▶ [What is expected] From the listing, collect all lines containing the word "Keep".

▶ [Input data]
:::::
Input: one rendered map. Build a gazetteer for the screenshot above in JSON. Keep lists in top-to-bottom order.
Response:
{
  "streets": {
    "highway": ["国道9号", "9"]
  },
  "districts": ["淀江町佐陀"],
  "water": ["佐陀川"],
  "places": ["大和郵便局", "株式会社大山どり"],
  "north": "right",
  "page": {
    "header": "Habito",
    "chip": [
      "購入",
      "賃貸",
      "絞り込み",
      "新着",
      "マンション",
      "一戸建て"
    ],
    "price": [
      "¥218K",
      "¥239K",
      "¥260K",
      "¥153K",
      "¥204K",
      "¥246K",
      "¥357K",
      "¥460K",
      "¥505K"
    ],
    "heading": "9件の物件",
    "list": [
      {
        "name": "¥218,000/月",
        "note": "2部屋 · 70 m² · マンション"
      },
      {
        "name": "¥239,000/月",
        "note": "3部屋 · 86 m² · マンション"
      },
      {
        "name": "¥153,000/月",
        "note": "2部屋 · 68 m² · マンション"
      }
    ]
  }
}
:::::
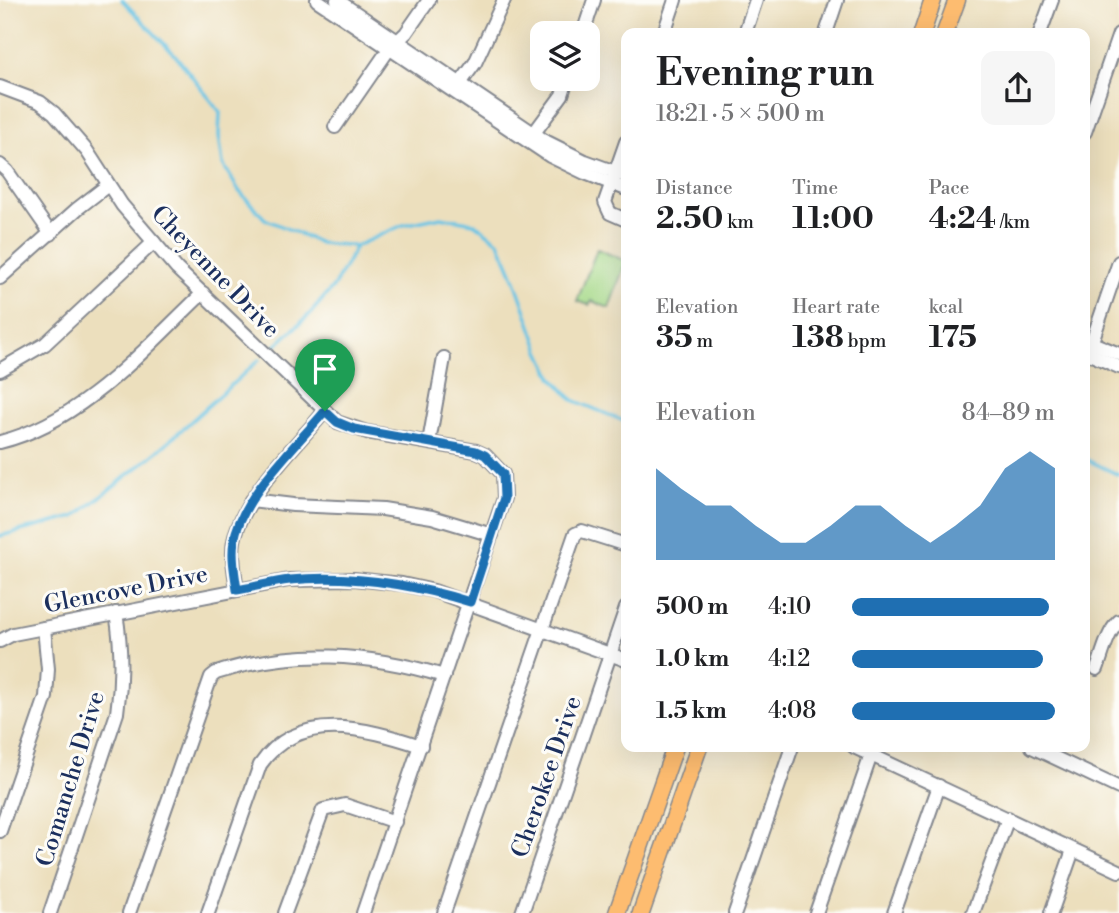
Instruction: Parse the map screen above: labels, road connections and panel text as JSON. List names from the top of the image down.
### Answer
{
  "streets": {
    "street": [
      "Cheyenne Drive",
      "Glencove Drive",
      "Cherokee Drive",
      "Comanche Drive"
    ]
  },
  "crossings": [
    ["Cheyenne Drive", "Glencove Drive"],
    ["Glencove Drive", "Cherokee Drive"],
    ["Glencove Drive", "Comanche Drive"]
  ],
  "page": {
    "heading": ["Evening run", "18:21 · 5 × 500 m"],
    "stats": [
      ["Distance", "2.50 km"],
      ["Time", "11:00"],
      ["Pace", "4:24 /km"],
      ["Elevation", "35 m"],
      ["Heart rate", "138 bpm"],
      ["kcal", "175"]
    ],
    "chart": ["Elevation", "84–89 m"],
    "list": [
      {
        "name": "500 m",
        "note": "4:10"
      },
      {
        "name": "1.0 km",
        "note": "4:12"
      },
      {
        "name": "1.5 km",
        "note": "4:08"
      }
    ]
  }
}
:::::
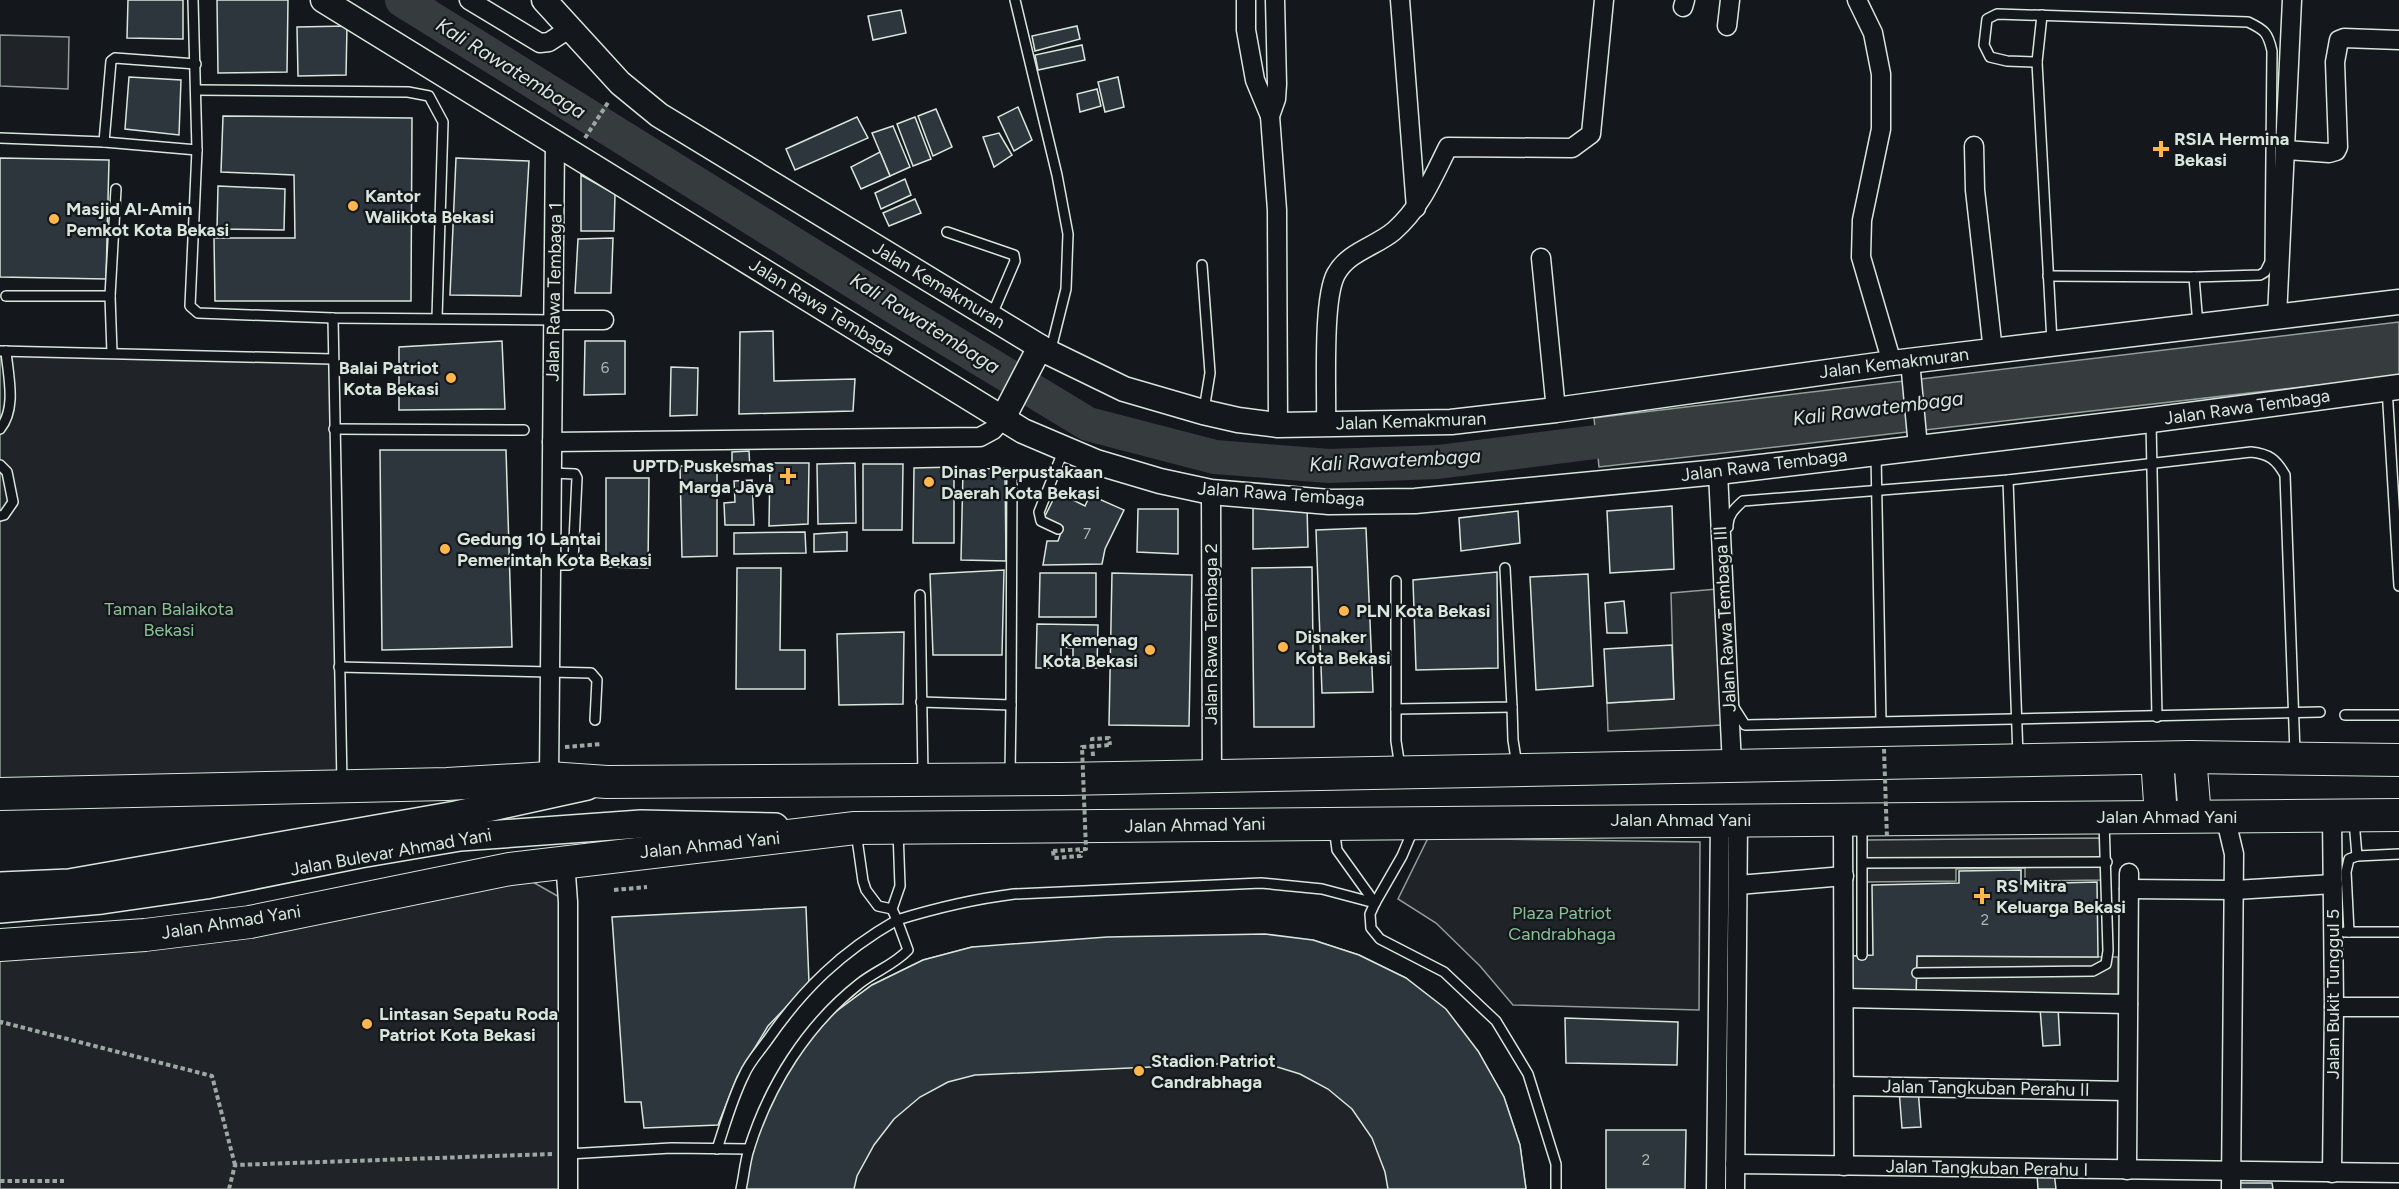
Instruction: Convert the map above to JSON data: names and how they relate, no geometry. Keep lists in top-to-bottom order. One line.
:::::
▶ [Response to this task]
Input: one rendered map. Build a gazetteer for the screenshot above in JSON. Keep lists in top-to-bottom order.
Instruction: Convert the map above to JSON data: names and how they relate, no geometry. Keep lists in top-to-bottom order. One line.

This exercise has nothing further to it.